Code-switch speech recognition
Along with globalization, it is common to have frequent interactions among people from various countries and areas. Foreign words that are not belong to their original language are often used in people’s daily life and work. When more than one language is used in a conversation, it is referred as code-switching speech. For example, during a technical sharing session conveyed in Chinese, people often use English terminologies, and product names may often be referred in other language in commercial trading. Facing this challenge, a practical speech recognition system must not only be able to recognize the main language used but also be able to recognize those foreign words from other languages.

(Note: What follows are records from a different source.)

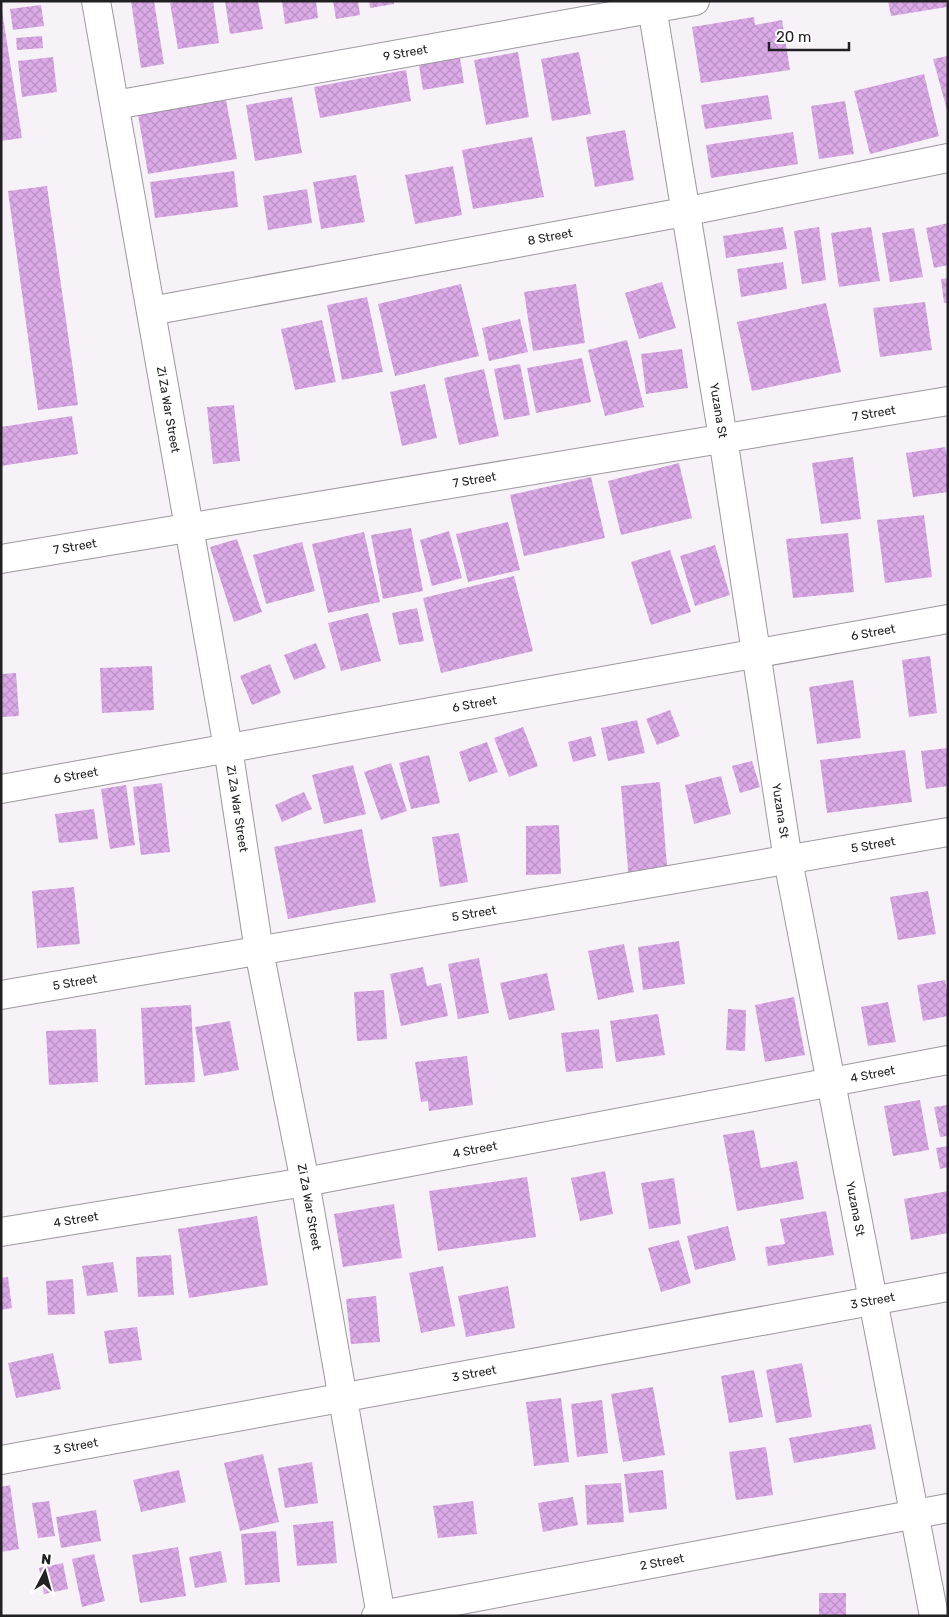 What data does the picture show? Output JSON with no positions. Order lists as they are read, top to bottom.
{
  "streets": {
    "street": [
      "9 Street",
      "8 Street",
      "Zi Za War Street",
      "Yuzana St",
      "7 Street",
      "6 Street",
      "5 Street",
      "4 Street",
      "3 Street",
      "2 Street"
    ]
  },
  "crossings": [
    ["9 Street", "Zi Za War Street"],
    ["9 Street", "Yuzana St"],
    ["8 Street", "Zi Za War Street"],
    ["8 Street", "Yuzana St"],
    ["Zi Za War Street", "7 Street"],
    ["Zi Za War Street", "6 Street"],
    ["Zi Za War Street", "5 Street"],
    ["Zi Za War Street", "4 Street"],
    ["Zi Za War Street", "3 Street"],
    ["Zi Za War Street", "2 Street"],
    ["Yuzana St", "7 Street"],
    ["Yuzana St", "6 Street"],
    ["Yuzana St", "5 Street"],
    ["Yuzana St", "4 Street"],
    ["Yuzana St", "3 Street"],
    ["Yuzana St", "2 Street"]
  ],
  "scale_bar": "20 m",
  "north": "top"
}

Data driven approach is one of the most commonly adopted methods in building a speech recognition system. It requires a large amount of labeled speech data to train acoustic model, which will model the acoustic characteristics of the language. A large collection of text data is also demanded to train language model. However, the code-switching speech and text data collection is a very challenging task. The code-switching data has more variability than single language data. The code-switching is hardly predictable as people have different speaking style, and their education background and proficiency in the second language are also some of the factors that affecting the production of the code-switching speech.
With the increasing demand for recognizing code-switched speech in speech recognition, we would like to build a framework that is able to build a code-switching speech recognition system which is able to recognize foreign words and at the same time keep the recognition performance for the speech in the main language.
Related Research Topics
Current attempts to tackle the code-switching problem can be categorized into two categories.

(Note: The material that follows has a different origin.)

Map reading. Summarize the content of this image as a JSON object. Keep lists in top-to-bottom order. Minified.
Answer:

- Pronunciation dictionary refinement: the objective is to accommodate words and phrases in other languages. Various techniques can be explored, like proper application of the linguistic knowledge and data driven pronunciation generation.
- Acoustic modelling: advanced acoustic modelling methods can be adopted, for example end-to-end modelling method will mitigate the dependency on pronunciation dictionary.
- Language modelling: how to model the language characteristics of more than one language in a unified model is worth to be explored such as artificial data augmentation and cross-lingual word-embedding.